Heute nun, im Januar 2018, hat man in Berlin noch stets nur eine geschäftsführende nationale Administration. Im Grundsatz nichts, was die Nation an sich schwächen müsste, denn schliesslich verfügt Deutschland noch über 16 weitere, funktionierende Staatsregierungen. Aber hier geht es um mehr als blosses Funktionieren nationaler Administrationsmechanismen. Es geht hier im unmittelbaren Zusammenhang mit dem Reformprojekt für Europa auch um die Staatsraison Deutschlands.

Die ist für alle bindend in der Präambel der deutschen Verfassung recht deutlich formuliert. Aber um dies noch einmal und in der Sprache praktischer Politik in Erinnerung zu bringen: Die Staatsraison Deutschlands besteht einzig und allein darin, an der Seite Frankreichs in Frieden und Freiheit das europäische Einigungswerk zu vollenden, soziale Gerechtigkeit zu verwirklichen, den Wohlstand für alle zu mehren und den Menschenrechten eine dauerhafte Heimat in diesem Europa zu garantieren.

Anderslautende Sentenzen der jüngsten Vergangenheit zur Staatsraison Deutschlands sollten als das erkannt werden, was sie in der Tat auch sind, nämlich peinlich salbaderndes Gesäusel von Individuen, die sich vor dezidierten Interessen anderer krümmen.

In der Sache «Warten auf Berlin» soll auch daran erinnert sein, dass eine sich selbst erhöhende SPD-Basis und im Kern eine machiavellistisch dilettierende Juso-Führung nicht nur den über alle Zweifel erhabenen Europäer und SPD-Chef Martin Schulz, sondern auch die ungeduldig wartende Angela Merkel, den Staatspräsidenten Frankreichs, den Präsidenten der Europäischen Kommission und im Grunde ganz Europa im wahren Wortsinne «arretieren».

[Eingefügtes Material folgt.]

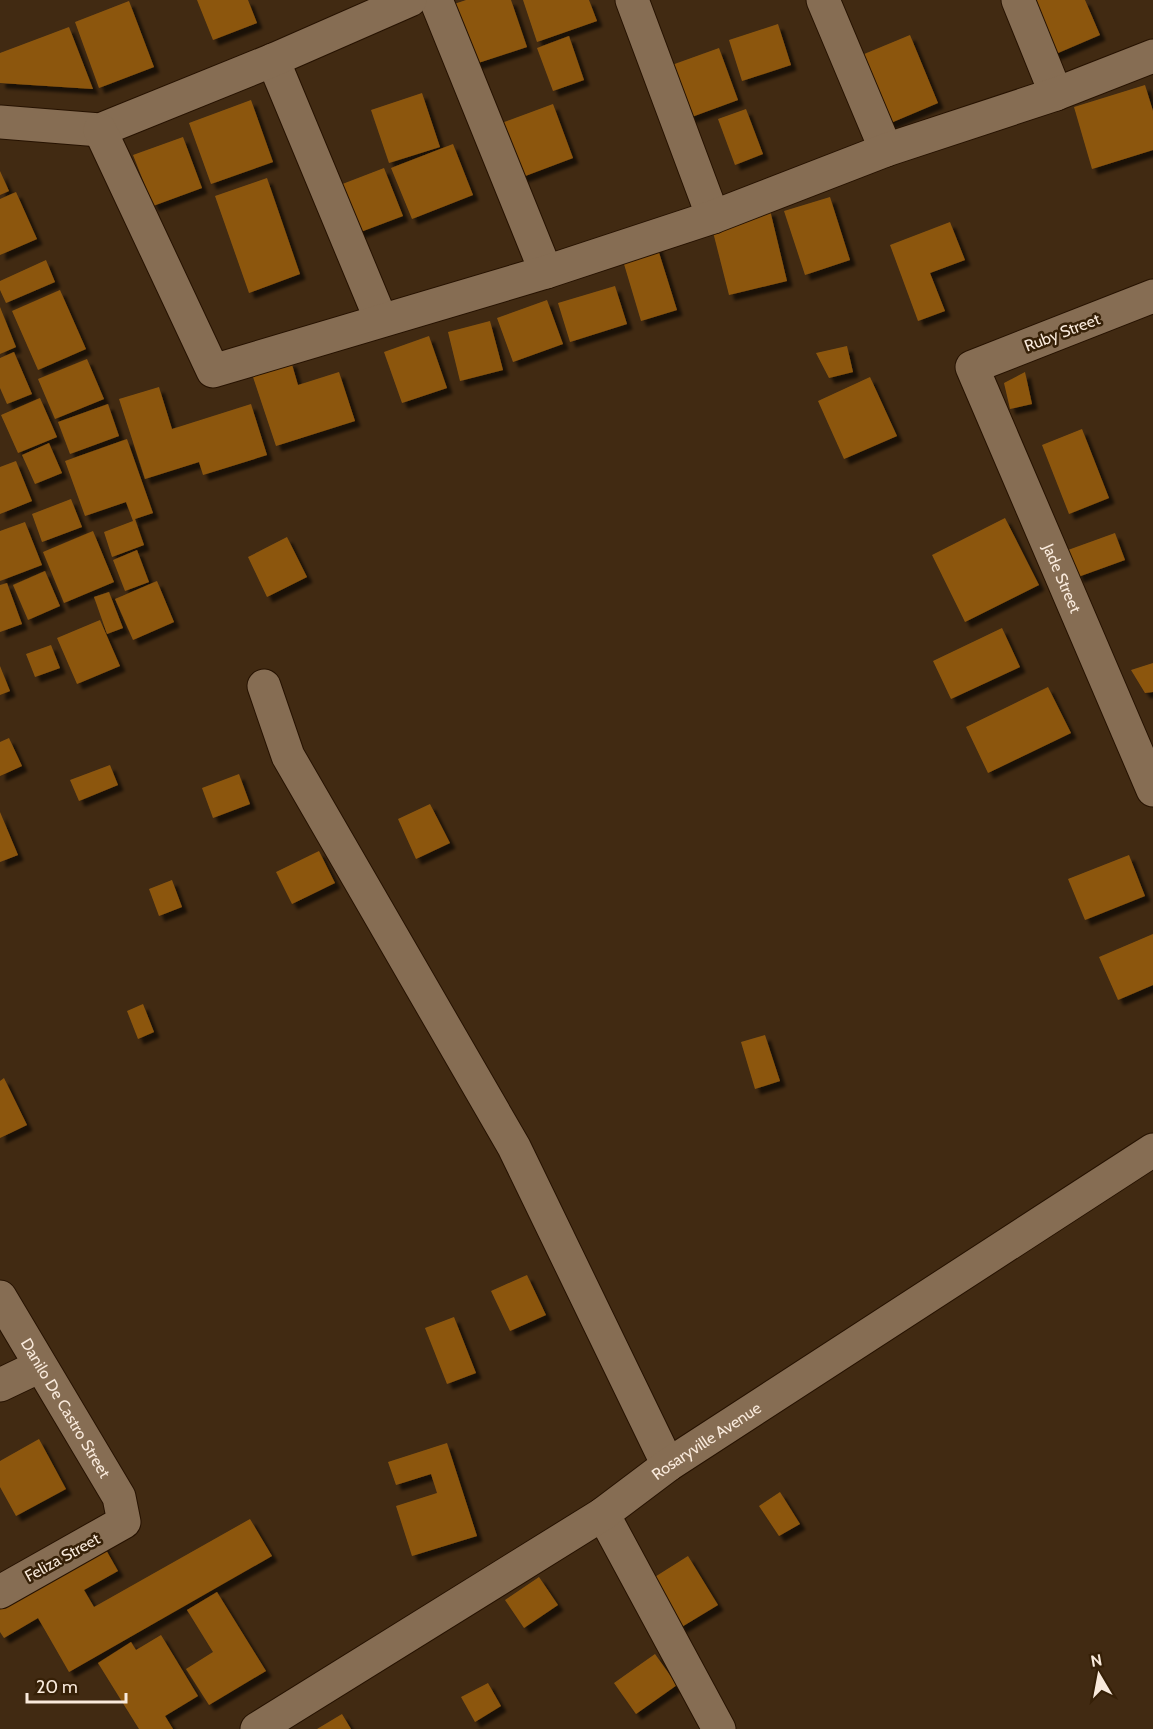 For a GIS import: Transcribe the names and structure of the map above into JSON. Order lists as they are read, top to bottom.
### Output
{
  "streets": {
    "street": [
      "Ruby Street",
      "Jade Street",
      "Danilo De Castro Street",
      "Rosaryville Avenue",
      "Feliza Street"
    ]
  },
  "crossings": [
    ["Ruby Street", "Jade Street"],
    ["Danilo De Castro Street", "Feliza Street"]
  ],
  "scale_bar": "20 m",
  "north": "top"
}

In den Worten eines alten Fahrensmannes hier vor Ort, der von Washington bis Brüssel die politischen Veränderungen der verganenen Jahrzehnte journalistisch begleitet hat: «Hier steht die Zukunft Europas auf dem Spiel, während in Deutschland provinzielle Spökenkieker nur auf ihre eigene Nasenspitze schielen und dabei alles andere aus dem Blickfeld verlieren.»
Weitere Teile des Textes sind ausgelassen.